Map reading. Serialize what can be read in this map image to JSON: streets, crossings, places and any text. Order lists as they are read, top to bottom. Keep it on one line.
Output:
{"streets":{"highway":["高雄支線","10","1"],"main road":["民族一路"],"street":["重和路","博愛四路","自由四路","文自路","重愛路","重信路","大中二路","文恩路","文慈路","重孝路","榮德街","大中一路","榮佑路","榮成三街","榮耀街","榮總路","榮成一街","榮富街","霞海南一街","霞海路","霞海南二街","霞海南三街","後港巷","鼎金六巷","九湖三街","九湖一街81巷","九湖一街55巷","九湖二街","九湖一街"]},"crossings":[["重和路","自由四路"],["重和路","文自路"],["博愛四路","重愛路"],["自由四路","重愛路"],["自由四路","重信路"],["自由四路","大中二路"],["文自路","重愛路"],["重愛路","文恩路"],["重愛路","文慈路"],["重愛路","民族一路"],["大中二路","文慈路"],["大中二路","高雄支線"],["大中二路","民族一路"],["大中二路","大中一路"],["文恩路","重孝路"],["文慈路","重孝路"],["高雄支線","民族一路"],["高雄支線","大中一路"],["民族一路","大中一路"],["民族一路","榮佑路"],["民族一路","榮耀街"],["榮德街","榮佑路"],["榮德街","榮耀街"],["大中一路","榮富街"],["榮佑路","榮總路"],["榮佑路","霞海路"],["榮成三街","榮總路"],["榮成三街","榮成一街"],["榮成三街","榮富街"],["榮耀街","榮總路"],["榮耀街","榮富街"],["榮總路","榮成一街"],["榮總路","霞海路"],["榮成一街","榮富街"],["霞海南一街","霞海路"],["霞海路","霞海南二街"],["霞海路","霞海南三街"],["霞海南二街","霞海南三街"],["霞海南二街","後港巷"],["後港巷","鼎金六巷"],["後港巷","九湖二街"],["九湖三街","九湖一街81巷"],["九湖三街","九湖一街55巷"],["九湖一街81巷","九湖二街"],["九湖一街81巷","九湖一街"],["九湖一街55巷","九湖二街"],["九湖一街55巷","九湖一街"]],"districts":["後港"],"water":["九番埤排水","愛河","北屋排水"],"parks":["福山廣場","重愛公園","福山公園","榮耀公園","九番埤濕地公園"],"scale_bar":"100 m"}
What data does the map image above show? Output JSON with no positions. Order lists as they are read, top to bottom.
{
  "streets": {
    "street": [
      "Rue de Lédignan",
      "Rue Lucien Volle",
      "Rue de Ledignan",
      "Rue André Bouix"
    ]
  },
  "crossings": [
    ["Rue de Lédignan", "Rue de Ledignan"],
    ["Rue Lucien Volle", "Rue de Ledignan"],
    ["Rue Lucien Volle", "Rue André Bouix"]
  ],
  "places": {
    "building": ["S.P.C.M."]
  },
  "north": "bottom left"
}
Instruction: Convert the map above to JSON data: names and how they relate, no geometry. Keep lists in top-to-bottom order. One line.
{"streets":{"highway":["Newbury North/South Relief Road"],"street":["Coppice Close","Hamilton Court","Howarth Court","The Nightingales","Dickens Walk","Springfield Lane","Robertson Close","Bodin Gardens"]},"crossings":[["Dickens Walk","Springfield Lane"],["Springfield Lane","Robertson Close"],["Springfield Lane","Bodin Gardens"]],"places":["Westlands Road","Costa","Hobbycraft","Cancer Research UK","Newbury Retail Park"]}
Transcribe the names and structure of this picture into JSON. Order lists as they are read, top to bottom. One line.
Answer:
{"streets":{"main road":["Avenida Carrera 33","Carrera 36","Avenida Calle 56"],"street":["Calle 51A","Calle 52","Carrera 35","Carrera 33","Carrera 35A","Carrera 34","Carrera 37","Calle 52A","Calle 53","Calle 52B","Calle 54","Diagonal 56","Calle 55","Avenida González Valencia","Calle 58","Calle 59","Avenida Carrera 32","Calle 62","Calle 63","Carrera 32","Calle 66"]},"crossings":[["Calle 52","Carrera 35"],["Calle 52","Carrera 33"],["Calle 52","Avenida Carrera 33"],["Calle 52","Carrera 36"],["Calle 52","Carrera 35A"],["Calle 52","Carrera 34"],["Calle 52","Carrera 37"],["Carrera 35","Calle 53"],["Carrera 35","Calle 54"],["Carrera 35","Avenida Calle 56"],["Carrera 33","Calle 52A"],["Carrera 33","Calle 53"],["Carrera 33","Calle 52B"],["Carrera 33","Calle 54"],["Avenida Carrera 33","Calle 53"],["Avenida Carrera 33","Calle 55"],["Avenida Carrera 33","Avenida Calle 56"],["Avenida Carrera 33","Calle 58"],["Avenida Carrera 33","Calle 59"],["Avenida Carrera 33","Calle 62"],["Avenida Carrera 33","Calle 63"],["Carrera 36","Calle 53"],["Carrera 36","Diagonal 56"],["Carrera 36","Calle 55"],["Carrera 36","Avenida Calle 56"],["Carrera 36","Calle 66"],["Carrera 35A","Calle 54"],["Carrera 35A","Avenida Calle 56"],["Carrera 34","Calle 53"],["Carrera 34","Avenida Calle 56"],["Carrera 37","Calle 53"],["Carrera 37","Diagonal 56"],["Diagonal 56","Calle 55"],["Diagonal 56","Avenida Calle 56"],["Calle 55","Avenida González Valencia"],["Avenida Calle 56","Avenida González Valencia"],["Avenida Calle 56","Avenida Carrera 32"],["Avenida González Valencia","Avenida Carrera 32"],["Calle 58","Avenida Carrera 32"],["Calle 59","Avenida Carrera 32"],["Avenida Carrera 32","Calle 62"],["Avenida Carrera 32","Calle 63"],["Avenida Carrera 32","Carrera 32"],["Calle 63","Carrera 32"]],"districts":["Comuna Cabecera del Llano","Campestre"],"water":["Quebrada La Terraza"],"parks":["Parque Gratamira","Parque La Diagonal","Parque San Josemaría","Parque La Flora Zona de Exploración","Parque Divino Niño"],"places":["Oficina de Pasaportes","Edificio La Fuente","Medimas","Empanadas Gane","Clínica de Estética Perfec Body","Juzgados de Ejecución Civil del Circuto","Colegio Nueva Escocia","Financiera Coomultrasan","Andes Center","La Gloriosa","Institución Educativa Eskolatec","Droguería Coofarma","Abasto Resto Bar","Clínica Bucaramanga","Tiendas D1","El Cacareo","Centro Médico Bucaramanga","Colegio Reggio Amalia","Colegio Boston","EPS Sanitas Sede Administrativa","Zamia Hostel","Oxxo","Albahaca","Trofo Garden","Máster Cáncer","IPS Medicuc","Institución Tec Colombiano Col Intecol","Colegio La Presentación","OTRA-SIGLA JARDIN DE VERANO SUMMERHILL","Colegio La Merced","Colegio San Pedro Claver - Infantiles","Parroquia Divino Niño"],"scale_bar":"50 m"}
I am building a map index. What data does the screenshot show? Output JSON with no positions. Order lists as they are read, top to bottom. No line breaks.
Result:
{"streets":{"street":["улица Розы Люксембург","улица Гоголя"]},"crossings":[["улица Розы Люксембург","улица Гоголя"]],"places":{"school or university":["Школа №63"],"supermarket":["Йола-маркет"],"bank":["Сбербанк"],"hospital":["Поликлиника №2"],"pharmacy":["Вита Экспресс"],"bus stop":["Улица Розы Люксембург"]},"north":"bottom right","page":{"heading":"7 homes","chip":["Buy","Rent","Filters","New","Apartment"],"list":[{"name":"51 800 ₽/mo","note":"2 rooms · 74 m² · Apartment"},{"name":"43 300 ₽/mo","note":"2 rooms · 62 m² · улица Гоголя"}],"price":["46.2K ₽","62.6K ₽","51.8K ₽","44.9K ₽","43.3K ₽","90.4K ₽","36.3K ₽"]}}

* * *

Please find every line in the records above that holds the word "bottom" and copy it.

Written answer ▸
Map reading. Serialize what can be read in this map image to JSON: streets, crossings, places and any text. Order lists as they are read, top to bottom. Keep it on one line.
What data does the map image above show? Output JSON with no positions. Order lists as they are read, top to bottom.
  "north": "bottom left"
Instruction: Convert the map above to JSON data: names and how they relate, no geometry. Keep lists in top-to-bottom order. One line.
Transcribe the names and structure of this picture into JSON. Order lists as they are read, top to bottom. One line.
I am building a map index. What data does the screenshot show? Output JSON with no positions. Order lists as they are read, top to bottom. No line breaks.
{"streets":{"street":["улица Розы Люксембург","улица Гоголя"]},"crossings":[["улица Розы Люксембург","улица Гоголя"]],"places":{"school or university":["Школа №63"],"supermarket":["Йола-маркет"],"bank":["Сбербанк"],"hospital":["Поликлиника №2"],"pharmacy":["Вита Экспресс"],"bus stop":["Улица Розы Люксембург"]},"north":"bottom right","page":{"heading":"7 homes","chip":["Buy","Rent","Filters","New","Apartment"],"list":[{"name":"51 800 ₽/mo","note":"2 rooms · 74 m² · Apartment"},{"name":"43 300 ₽/mo","note":"2 rooms · 62 m² · улица Гоголя"}],"price":["46.2K ₽","62.6K ₽","51.8K ₽","44.9K ₽","43.3K ₽","90.4K ₽","36.3K ₽"]}}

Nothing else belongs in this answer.